Barbara Drescher is a cognitive psychologist and statistician. Visit her blog ICBSEverywhere.  As a lecturer at California State University, Northridge,  Barbara primarily taught courses in quantitative/experimental research methods and topics in cognitive psychology. She currently serves as educational programs consultant for the James Randi Educational Foundation.

(Submitted by friend of the blog, Ross Blocher, of Oh No, Ross and Carrie!)

Darrin, a friend of mine from work, suggested yesterday that we get lunch some time. I called today, apparently at the exact moment he’d just walked into his office after a late arrival. Wow! But that’s not the coincidence.

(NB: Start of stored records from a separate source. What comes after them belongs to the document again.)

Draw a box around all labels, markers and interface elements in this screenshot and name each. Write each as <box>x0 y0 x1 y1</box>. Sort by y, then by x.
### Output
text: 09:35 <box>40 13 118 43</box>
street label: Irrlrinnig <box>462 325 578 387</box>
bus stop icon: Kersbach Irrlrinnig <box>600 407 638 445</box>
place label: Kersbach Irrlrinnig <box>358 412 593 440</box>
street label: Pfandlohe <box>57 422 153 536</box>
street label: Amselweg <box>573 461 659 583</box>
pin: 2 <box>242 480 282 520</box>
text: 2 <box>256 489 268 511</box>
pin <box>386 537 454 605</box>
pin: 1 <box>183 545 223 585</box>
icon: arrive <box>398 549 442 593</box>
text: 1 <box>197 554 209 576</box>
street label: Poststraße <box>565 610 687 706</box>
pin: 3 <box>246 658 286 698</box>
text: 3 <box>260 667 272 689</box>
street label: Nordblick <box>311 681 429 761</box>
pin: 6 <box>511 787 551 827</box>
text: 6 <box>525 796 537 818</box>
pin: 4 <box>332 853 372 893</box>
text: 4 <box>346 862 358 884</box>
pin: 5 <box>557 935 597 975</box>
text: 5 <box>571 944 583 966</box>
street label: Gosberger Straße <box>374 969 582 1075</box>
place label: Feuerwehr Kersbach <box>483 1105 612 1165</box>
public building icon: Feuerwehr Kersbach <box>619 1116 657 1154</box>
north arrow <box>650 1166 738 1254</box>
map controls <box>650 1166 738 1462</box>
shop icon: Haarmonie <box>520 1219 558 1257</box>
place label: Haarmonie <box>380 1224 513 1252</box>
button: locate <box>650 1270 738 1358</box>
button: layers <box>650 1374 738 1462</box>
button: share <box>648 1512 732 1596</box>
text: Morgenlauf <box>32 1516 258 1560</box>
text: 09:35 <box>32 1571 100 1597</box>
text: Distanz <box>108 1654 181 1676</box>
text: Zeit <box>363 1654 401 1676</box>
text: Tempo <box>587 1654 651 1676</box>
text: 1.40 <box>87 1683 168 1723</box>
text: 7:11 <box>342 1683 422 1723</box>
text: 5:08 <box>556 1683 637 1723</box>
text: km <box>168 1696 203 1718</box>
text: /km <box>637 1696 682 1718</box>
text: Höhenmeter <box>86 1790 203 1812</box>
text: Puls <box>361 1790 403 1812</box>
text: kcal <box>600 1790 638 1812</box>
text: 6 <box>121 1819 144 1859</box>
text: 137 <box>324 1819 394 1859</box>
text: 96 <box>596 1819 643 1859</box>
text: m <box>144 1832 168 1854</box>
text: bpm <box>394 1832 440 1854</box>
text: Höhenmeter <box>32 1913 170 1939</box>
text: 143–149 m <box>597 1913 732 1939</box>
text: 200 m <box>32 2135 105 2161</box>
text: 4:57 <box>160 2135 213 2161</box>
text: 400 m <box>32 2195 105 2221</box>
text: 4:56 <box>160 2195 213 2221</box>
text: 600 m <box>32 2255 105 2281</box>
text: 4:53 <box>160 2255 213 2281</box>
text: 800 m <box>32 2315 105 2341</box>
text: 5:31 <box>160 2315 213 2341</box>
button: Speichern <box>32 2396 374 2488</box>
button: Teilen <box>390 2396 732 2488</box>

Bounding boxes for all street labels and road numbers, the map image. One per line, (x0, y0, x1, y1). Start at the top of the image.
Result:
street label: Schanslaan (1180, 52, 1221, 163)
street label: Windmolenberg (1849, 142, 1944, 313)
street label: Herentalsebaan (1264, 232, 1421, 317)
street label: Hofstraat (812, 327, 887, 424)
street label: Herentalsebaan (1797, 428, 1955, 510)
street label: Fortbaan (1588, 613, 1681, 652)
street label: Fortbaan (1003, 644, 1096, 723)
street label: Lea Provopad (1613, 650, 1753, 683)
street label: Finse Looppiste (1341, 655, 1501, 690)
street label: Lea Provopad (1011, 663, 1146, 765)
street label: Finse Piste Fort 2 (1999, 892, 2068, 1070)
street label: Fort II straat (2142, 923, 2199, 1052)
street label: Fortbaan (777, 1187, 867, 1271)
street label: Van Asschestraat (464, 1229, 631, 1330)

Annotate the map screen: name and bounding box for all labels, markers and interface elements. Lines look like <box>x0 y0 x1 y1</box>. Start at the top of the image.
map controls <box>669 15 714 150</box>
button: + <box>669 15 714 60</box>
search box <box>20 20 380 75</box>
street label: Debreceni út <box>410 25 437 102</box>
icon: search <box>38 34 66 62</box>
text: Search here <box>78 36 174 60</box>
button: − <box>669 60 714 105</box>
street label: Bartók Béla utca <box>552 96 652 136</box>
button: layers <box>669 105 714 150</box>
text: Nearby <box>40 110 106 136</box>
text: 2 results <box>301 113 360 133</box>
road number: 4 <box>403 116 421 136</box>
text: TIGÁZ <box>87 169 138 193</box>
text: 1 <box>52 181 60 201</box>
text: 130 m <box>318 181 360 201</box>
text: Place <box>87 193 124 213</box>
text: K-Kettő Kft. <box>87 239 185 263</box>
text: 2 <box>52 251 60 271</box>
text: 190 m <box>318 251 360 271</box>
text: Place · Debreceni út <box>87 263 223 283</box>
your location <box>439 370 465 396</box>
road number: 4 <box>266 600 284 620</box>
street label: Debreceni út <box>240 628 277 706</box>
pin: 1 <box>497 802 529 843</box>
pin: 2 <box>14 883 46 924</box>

So we’re driving to a restaurant in his car, and I’m talking about the word “apophasis”, one of my favorite words – I’m not even going to tell you that it means bringing something up by claiming not to mention it. After giving a couple examples, I said the word always reminds me of one woman I know because she’s constantly referring to her positive attributes in the same sentence she’s claiming not to brag. She also happens to have been the subject of a paranormal demonstration. Paranormal?! That’s right, I’m a member of the Independent Investigations Group, and I won’t even mention that the IIG offers a $50,000 challenge to anyone who can demonstrate an ability that flies in the face of natural law.

This particular woman claimed she could see inside peoples’ bodies and detect a missing kidney. I was very much involved with the planning of the demonstration, but could not personally attend because I was vacationing in Europe. Darrin stopped me at this part of the story and said, “Wait. Do you mean…” and described the demonstration exactly. I was surprised. “Yeah, how do you know?” Darrin goes on to tell me that, before I even really knew him, he was one of the 18 people chosen to go on stage and be tested by this woman to see if his kidney was missing. While I was off on another continent, he was participating in the test I’d helped plan. If that was not amazing enough, he points to his shirt: “That’s actually where I got this shirt.” Lo and behold, Darrin is wearing the exact pale blue shirt that he’d received 3 1/2 years ago as part of the test – all participants had to wear the same loose-fitting blue shirt to minimize differences between them.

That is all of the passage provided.